Faster high-accuracy log-concave sampling via algorithmic warm starts

Understanding the complexity of sampling from a strongly log-concave and log-smooth distribution $\pi$ on $\mathbb{R}^d$ to high accuracy is a fundamental problem, both from a practical and theoretical standpoint. In practice, high-accuracy samplers such as the classical Metropolis-adjusted Langevin algorithm (MALA) remain the de facto gold standard; and in theory, via the proximal sampler reduction, it is understood that such samplers are key for sampling even beyond log-concavity (in particular, for distributions satisfying isoperimetric assumptions). In this work, we improve the dimension dependence of this sampling problem to $\tilde{O}(d^{1/2})$, whereas the previous best result for MALA was $\tilde{O}(d)$. This closes the long line of work on the complexity of MALA, and moreover leads to state-of-the-art guarantees for high-accuracy sampling under strong log-concavity and beyond (thanks to the aforementioned reduction). Our starting point is that the complexity of MALA improves to $\tilde{O}(d^{1/2})$, but only under a warm start (an initialization with constant R\'enyi divergence w.r.t. $\pi$). Previous algorithms took much longer to find a warm start than to use it, and closing this gap has remained an important open problem in the field. Our main technical contribution settles this problem by establishing the first $\tilde{O}(d^{1/2})$ R\'enyi mixing rates for the discretized underdamped Langevin diffusion. For this, we develop new differential-privacy-inspired techniques based on R\'enyi divergences with Orlicz--Wasserstein shifts, which allow us to sidestep longstanding challenges for proving fast convergence of hypocoercive differential equations.
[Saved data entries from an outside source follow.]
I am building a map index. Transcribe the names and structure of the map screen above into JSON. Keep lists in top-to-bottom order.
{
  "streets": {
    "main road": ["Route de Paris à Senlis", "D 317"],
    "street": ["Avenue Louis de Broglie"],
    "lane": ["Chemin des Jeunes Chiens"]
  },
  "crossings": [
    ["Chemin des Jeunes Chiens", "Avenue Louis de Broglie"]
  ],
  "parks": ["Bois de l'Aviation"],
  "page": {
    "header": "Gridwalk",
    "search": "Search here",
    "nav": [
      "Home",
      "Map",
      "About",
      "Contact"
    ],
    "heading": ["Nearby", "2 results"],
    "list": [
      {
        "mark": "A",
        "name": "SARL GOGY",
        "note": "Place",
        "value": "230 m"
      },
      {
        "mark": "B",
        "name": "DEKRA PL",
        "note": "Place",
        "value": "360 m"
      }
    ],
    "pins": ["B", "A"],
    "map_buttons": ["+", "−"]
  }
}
翻译：理解从强对数凹且对数光滑分布π（在ℝ^d上）进行高精度采样的复杂性，是一个基础性问题，兼具实践与理论意义。实践中，经典Metropolis调整Langevin算法（MALA）等高精度采样器仍保持事实上的黄金标准；理论上，通过近端采样器约化，此类采样器对于超越对数凹性的采样（特别是满足等周假设的分布）至关重要。本研究将该采样问题的维度依赖优化至Õ(d^{1/2})，而MALA先前最优结果为Õ(d)。这终结了MALA复杂性的长期研究，并借助前述约化，进一步为强对数凹性及更广泛条件下的高精度采样提供最优保证。我们的出发点是发现：MALA的复杂度可降至Õ(d^{1/2})，但仅当采用热启动（相对于π具有常数Rényi散度的初始化）时成立。此前算法寻找热启动的时间远长于利用热启动的时间，弥合这一差距成为领域长期未决的开放问题。我们的主要技术贡献在于：首次建立离散化欠阻尼Langevin扩散的Õ(d^{1/2}) Rényi混合速率。为此，我们发展了基于Orlicz-Wasserstein移位下Rényi散度的新型差分隐私启发技术，从而规避了证明次驱散微分方程快速收敛的长期挑战。